Since I have “a way” with dogs, a couple of times Lindsey had mentioned it was my job to get Lady Bird trained. Well, a week ago the probably three-year-old dog that came from a shelter would chase anything thrown, then just stare at it before trotting off.
Now, Lady bird is fetching tennis balls with as much enthusiasm, and style, as some Labs or golden retrievers…we’re talking charging out and back, holding the tennis ball until it’s taken from her mouth, then prancing up and down with an obvious “throw it again, throw it again,” look on her face.
The proverbial light bulb clicked on in both of our heads last Saturday afternoon. I noticed Lady Bird in our backyard, tossing the ball in the air, then trying to pounce on it as it bounced around. If she inadvertently knocked it a few yards she really charged after it.
So I took the ball, slammed it down and watched as she pursued it until it was caught. The next time I did it, I started running away and calling to her excitedly a split second after she had the ball in her mouth. Bingo. Her desire to chase, especially a member of her “pack,” kicked in and she caught up in a hurry. I eventually ended up on the ground with her, lavishing the dog with praise and petting. (It helps that she may be the most affection-craved dog I’ve ever met.)
We repeated the same sequence with the same result a few more times. After three or four throws it seemed obvious she’d figured out that if she brought the ball back she’d get lathered in love and eventually get the joy of chasing it down again.
We stopped after a few more throws to keep up her enthusiasm, and I made sure she couldn’t reach the ball inside to keep it special. Early the next morning, when her energy and enthusiasm were both high, we went out again and she again retrieved like a pro.

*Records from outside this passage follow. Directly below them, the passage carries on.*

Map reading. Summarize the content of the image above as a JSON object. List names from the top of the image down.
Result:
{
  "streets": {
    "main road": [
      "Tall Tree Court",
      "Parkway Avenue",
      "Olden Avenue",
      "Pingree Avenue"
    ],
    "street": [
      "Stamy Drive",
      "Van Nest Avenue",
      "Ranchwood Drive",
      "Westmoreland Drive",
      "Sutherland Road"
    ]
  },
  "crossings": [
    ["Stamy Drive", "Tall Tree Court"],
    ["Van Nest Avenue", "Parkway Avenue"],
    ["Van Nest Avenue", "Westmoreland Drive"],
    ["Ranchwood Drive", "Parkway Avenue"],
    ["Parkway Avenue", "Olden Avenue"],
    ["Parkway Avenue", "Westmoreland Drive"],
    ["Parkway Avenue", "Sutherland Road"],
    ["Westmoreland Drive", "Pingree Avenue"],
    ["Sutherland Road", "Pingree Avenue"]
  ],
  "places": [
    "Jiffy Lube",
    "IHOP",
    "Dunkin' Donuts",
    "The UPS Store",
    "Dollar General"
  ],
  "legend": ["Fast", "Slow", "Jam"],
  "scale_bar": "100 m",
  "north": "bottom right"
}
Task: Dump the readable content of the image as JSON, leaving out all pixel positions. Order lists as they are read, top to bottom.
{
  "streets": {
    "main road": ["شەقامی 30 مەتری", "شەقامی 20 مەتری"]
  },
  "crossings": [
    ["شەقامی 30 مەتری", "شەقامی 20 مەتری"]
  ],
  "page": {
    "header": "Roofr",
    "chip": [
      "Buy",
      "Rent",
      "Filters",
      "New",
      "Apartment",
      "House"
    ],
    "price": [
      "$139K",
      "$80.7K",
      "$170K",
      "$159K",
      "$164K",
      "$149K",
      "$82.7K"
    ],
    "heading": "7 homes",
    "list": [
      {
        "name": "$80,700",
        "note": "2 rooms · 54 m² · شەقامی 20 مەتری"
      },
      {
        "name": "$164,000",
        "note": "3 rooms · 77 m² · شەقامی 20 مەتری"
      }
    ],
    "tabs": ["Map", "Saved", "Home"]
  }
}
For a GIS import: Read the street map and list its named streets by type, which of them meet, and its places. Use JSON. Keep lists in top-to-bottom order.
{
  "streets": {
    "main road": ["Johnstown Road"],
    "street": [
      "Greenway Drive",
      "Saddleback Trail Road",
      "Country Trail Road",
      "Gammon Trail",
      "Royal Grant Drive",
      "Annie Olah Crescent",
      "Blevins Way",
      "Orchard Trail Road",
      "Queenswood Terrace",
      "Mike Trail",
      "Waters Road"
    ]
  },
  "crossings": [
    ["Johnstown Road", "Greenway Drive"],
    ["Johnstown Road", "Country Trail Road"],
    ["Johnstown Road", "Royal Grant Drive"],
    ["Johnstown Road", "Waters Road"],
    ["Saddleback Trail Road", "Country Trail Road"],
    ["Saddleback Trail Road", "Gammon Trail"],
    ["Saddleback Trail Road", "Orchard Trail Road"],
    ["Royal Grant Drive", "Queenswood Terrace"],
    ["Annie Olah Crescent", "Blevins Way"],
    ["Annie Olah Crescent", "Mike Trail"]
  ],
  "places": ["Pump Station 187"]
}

The next day I bought a tennis ball launcher to give me more leverage in my throws. She did probably a dozen 60 to 70 yard flawless retrieves at a park this morning.
No doubt she’s got the hang of it, and Lindsey has found a way to exercise the dog on days she doesn’t want to take Lady Bird on a five mile run.
It was all a matter of utilizing her instincts to chase the ball as prey or an animal to be herded, to run with members of her pack (me) and a big desire to please the pack leader.
And her pack leader certainly enjoyed the chance to train a good dog while pleasing his daughter.